- **To do**: In the records that follow, how many lines contain the word "font"? Give only that figure.

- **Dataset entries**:
☆ ☆ ☆ ☆

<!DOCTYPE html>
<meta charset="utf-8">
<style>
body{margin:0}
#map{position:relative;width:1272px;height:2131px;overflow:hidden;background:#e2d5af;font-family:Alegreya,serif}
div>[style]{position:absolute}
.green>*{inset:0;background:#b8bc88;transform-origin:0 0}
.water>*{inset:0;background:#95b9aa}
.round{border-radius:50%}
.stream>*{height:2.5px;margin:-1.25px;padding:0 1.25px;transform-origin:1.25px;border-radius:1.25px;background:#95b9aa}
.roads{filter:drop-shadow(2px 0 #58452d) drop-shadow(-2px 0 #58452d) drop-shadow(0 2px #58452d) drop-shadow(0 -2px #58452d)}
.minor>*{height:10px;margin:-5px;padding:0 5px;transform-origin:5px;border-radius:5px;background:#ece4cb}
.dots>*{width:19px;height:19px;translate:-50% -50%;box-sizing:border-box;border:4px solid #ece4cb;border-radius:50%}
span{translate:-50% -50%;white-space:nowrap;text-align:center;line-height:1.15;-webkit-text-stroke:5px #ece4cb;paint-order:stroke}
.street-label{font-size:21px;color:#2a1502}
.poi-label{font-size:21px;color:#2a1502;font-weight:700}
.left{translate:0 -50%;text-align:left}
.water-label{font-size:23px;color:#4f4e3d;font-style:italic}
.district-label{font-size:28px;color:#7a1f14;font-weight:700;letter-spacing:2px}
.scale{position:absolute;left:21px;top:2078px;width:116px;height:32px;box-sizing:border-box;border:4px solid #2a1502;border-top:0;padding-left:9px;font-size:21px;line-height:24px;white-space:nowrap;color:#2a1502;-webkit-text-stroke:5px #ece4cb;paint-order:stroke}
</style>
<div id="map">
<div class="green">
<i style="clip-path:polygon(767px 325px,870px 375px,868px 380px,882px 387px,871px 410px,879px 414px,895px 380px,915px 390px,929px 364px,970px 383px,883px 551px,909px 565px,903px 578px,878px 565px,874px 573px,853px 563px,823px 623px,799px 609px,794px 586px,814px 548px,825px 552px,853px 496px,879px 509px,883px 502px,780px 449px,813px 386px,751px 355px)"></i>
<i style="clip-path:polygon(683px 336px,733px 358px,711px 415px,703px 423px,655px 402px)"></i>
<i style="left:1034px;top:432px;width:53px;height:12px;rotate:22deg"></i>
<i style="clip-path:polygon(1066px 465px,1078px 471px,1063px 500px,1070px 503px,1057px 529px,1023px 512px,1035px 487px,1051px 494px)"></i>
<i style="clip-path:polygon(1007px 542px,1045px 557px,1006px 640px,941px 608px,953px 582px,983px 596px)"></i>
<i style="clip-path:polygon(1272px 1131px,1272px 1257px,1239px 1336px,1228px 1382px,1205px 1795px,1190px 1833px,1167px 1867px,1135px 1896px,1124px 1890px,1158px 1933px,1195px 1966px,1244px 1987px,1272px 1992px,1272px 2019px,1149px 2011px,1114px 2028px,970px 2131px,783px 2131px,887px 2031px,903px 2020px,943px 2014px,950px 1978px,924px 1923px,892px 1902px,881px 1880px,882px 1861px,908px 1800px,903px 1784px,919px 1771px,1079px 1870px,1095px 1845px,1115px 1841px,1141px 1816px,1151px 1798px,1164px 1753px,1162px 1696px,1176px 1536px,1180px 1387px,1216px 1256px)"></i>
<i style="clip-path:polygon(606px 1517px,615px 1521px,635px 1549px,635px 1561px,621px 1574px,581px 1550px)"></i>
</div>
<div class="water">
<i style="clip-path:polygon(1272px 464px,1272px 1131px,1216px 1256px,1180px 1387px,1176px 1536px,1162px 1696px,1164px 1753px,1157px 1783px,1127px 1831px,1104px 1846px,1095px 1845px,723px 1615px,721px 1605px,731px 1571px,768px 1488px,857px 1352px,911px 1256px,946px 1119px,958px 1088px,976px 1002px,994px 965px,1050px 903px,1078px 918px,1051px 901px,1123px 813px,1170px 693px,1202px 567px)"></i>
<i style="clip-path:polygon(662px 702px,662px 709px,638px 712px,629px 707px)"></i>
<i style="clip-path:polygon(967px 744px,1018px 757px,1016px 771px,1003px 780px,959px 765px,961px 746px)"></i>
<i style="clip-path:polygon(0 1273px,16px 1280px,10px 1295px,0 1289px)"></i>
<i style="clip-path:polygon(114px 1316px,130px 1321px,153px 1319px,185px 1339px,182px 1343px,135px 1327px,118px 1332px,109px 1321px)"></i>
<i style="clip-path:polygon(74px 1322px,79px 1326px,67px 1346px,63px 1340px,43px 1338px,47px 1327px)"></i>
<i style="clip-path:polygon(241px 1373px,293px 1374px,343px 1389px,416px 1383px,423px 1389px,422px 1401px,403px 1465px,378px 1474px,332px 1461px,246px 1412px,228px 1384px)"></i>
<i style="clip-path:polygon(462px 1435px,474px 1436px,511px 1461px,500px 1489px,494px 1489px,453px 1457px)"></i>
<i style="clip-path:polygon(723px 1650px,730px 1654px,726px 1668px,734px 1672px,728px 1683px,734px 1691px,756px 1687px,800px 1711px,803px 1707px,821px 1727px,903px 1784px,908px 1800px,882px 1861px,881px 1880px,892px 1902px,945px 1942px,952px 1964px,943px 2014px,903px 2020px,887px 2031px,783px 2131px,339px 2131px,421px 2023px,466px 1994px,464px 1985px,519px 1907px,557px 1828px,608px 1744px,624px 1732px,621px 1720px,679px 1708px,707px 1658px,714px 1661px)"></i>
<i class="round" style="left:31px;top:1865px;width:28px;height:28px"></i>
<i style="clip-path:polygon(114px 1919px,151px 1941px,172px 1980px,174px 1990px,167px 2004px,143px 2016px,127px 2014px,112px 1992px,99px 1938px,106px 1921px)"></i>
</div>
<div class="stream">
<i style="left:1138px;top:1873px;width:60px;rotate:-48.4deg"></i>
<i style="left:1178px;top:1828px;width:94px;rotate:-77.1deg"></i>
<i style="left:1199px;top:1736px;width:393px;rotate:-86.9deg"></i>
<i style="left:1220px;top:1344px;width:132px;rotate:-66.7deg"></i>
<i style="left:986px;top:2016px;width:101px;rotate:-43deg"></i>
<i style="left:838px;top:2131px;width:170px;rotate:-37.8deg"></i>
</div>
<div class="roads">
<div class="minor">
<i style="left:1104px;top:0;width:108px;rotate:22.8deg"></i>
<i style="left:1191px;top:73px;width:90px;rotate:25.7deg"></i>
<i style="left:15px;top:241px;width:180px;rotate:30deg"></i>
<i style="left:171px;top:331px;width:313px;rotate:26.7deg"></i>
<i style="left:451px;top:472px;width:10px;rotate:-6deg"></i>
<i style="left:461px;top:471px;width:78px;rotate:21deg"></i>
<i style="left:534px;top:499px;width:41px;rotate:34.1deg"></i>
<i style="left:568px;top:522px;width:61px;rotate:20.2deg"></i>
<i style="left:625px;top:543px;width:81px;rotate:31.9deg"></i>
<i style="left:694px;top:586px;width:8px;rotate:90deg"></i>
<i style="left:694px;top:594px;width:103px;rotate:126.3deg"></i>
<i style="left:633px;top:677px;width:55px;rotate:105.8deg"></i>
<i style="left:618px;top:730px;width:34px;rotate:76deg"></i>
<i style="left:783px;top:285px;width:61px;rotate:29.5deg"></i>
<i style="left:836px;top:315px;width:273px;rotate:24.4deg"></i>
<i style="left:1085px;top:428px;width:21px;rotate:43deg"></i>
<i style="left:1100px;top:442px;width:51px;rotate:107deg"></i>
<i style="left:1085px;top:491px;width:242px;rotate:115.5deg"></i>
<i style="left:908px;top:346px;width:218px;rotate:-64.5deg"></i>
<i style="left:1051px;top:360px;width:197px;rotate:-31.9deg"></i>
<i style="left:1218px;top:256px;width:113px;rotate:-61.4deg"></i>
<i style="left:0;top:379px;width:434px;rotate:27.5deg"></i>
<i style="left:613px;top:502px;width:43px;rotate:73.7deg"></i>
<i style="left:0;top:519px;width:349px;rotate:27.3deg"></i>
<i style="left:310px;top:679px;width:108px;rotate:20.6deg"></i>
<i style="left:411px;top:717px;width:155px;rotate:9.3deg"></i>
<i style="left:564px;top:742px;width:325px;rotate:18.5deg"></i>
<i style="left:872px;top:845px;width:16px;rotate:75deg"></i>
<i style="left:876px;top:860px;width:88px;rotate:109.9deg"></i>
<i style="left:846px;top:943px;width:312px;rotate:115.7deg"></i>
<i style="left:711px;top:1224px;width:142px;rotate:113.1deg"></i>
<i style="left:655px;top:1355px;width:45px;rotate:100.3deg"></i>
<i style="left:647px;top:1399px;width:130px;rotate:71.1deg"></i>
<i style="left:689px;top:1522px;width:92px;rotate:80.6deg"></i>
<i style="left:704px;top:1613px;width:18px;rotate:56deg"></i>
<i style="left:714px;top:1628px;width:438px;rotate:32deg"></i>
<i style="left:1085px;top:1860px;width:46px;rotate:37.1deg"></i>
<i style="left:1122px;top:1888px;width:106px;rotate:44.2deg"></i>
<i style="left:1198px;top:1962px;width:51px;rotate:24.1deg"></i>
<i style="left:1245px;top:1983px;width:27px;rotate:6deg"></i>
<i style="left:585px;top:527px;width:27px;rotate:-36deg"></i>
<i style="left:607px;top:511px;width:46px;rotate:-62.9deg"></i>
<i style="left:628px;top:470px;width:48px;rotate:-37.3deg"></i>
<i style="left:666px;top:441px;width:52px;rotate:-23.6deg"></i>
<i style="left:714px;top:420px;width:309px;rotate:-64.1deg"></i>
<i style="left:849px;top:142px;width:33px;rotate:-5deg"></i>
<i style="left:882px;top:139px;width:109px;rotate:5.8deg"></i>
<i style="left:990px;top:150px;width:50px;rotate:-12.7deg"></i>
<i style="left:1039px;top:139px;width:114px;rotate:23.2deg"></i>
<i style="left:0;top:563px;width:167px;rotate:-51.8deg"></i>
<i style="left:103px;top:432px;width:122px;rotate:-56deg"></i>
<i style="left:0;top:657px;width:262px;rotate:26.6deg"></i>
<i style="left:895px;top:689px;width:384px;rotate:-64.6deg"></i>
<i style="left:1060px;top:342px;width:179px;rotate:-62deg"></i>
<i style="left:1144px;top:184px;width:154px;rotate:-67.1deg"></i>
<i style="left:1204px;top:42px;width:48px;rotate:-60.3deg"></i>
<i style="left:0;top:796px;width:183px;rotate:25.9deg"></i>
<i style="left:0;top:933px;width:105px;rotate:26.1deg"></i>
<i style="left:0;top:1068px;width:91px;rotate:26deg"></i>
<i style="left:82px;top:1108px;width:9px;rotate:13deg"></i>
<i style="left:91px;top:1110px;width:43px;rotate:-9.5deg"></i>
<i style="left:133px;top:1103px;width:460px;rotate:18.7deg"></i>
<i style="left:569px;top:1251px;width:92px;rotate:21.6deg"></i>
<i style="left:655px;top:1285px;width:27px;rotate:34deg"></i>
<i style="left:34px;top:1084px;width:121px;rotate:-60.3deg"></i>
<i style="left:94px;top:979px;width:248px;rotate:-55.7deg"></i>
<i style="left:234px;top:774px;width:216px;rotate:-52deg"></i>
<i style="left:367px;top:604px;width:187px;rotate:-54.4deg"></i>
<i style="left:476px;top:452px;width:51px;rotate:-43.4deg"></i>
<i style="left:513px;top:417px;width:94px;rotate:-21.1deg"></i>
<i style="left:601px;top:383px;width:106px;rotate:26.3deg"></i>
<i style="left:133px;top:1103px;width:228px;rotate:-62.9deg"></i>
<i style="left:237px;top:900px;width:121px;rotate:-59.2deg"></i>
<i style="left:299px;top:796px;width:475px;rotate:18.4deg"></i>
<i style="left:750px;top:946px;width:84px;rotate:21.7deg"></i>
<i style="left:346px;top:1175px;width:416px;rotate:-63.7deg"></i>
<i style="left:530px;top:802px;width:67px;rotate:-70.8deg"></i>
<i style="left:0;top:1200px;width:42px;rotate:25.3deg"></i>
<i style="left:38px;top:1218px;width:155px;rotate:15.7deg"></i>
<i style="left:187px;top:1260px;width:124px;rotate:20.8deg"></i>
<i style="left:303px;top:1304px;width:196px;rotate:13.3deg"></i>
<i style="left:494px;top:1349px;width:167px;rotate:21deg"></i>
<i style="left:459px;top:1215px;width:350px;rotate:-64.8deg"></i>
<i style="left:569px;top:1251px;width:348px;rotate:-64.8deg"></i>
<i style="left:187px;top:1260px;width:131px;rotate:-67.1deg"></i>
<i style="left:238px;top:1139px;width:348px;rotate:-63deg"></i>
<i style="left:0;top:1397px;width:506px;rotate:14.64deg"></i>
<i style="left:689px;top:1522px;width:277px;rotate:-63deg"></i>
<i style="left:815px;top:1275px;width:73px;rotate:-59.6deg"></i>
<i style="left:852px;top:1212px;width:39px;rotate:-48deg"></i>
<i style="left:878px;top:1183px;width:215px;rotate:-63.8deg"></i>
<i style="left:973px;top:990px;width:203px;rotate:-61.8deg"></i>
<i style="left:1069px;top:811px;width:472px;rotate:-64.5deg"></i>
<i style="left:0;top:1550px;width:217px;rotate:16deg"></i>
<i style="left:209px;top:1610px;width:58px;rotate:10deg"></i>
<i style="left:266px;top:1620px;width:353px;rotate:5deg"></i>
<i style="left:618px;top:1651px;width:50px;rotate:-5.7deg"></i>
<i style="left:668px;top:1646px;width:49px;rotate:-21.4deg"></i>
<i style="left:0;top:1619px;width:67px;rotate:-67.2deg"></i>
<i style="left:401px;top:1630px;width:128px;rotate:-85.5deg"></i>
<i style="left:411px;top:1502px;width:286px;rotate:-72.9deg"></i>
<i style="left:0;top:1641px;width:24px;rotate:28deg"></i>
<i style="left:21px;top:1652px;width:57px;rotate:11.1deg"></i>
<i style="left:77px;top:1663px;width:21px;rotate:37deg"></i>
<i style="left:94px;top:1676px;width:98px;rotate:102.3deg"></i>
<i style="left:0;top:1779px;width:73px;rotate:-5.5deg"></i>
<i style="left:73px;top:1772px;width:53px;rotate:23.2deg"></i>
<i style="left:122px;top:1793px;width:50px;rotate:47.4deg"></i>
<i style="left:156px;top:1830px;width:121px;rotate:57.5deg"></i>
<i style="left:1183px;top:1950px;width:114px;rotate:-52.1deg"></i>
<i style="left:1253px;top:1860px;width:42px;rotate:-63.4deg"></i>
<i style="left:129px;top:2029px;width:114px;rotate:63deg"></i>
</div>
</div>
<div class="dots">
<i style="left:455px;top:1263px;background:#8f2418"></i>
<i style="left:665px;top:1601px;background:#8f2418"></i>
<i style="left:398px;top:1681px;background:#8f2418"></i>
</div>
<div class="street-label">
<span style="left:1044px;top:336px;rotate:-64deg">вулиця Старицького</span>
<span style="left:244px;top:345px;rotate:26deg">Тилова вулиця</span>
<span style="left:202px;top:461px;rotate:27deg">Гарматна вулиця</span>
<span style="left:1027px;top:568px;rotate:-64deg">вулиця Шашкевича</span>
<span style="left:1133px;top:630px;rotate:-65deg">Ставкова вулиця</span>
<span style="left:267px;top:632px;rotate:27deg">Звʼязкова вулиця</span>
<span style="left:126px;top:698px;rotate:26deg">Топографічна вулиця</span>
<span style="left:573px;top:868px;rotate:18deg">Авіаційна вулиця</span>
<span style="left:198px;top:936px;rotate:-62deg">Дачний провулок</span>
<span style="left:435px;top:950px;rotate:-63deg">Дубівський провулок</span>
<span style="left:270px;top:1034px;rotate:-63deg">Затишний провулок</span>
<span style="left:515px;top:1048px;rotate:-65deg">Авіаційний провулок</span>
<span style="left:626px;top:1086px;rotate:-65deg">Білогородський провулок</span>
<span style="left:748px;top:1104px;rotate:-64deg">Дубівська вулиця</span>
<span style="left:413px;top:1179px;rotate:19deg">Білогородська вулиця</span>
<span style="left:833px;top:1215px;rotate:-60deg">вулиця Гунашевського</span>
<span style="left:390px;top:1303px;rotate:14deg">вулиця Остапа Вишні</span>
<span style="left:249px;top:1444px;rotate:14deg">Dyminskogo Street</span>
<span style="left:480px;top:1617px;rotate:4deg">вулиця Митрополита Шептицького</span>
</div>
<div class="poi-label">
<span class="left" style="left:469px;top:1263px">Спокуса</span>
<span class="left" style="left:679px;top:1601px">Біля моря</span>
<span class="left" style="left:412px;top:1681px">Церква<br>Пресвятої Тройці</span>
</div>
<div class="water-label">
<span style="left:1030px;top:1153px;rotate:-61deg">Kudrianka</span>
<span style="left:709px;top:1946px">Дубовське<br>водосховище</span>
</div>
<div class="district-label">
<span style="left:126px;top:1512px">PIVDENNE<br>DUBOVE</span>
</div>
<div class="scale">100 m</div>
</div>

☆ ☆ ☆ ☆

- **Written solution**: 6